Migración histórica. El arribo de los primeros japoneses a este país se produjo en un contexto totalmente diferente al actual. A fines del siglo XIX, Japón era una nación muy pobre. Makabe cuenta que la mayoría de sus ciudadanos se dedicaba a la agricultura, recibiendo pocas ganancias. Por eso, la propuesta de trabajo que ofrecía la empresa peruana Marioka fue atractiva para un numeroso grupo de hombres menores de 40 años. “Ellos estaban seguros de que volverían con una pequeña fortuna, pero eso jamás sucedió”, revela.

Para aquellos inmigrantes japoneses, llegar al Perú significó un viaje sin retorno. Aunque consiguieron trabajar en las diversas haciendas azucareras del norte y sur del país, nada de lo que establecía el contrato se cumplió. “Fueron tratados como esclavos. Pasado un mes, el 25% murió a causa de enfermedades endémicas, otro grupo yacía en cama y unos cuantos escaparon de sus trabajos para probar suerte en el comercio ambulatorio”, cuenta Makabe.

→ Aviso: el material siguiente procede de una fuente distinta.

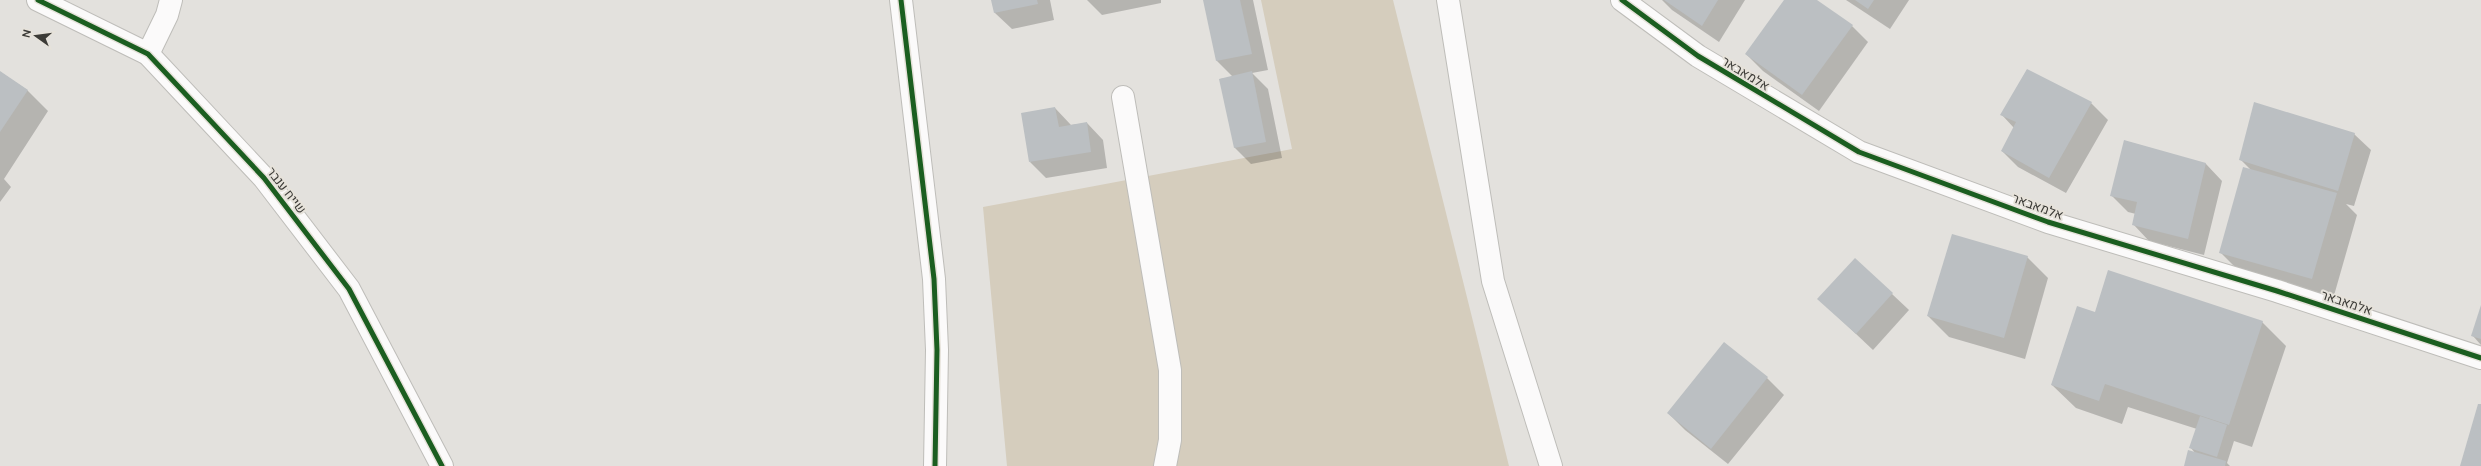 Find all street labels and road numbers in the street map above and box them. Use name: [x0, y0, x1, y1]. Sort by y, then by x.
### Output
street label: אלמאבאר: [1720, 53, 1772, 93]
street label: שייח ענבר: [265, 164, 309, 216]
street label: אלמאבאר: [2011, 190, 2065, 222]
street label: אלמאבאר: [2320, 287, 2374, 317]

Proceso de expansión. Tuvieron que pasar más de cuatro años para que un nuevo grupo de nipones decida viajar al Perú. “Las condiciones de trabajo cambiaron y había un régimen laboral más libre. A partir de entonces, los barcos llegaban con más frecuencia desde Japón”, detalla el experto en historia. Hasta 1923, más de 20 mil japoneses trabajaban en territorio peruano. Al término del contrato, la mayoría optó por traer a sus familias para establecerse en este país. Así empezó a formarse la colonia japonesa.

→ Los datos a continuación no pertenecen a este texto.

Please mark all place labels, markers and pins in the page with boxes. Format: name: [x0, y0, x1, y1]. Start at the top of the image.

Al comienzo, la estancia de los ciudadanos nipones en el país fue difícil. Sin embargo, gracias a su perseverancia, heredada de los samuráis, emprendieron dos tipos de negocio: las peluquerías y las tiendas de abarrotes. Con el tiempo, la colonia japonesa se expandió y logró consolidarse económicamente. Desatada la Segunda Guerra Mundial, el panorama cambió de manera radical. “Durante esos años, los japoneses fueron perseguidos y deportados a los campos de concentración de Crystal City, en Estados Unidos, pues los peruanos eran aliados de los americanos”, explica Makabe.

FUSIÓN

Peruano-japonesa. Terminada la guerra, todo volvió a la normalidad. A sus 100 años, Hirono Fukasawa, inmigrante de la prefectura de Yamanashi, recuerda que por aquella época decidió viajar al Perú en busca de un futuro mejor. “El recorrido duró 40 días”, cuenta esbozando una sonrisa. Junto a su esposo vivió en el Callao y trabajó en una chacra. Con el dinero que obtenían en cada jornada, pudieron dar a sus cinco hijos una educación superior. “Perú ha sido bueno con nosotros”, agrega.

Al igual que ellos, cientos de familias de origen japonés lograron integrarse por completo a la sociedad. El 90% reside en Lima y el resto en ciudades del norte y sur del país. “Los primeros migrantes japoneses y sus descendientes formaron parte del paisaje multicultural de este gran país”, señala Makabe. La fusión peruano-japonesa ha dado excelentes resultados en los ámbitos de la gastronomía, la literatura, la pintura y la música. “Los nikkei somos peruanos en todo sentido. Lo único que nos diferencia es que tenemos ascendencia japonesa. Seguiremos manteniendo nuestra cultura”, finaliza.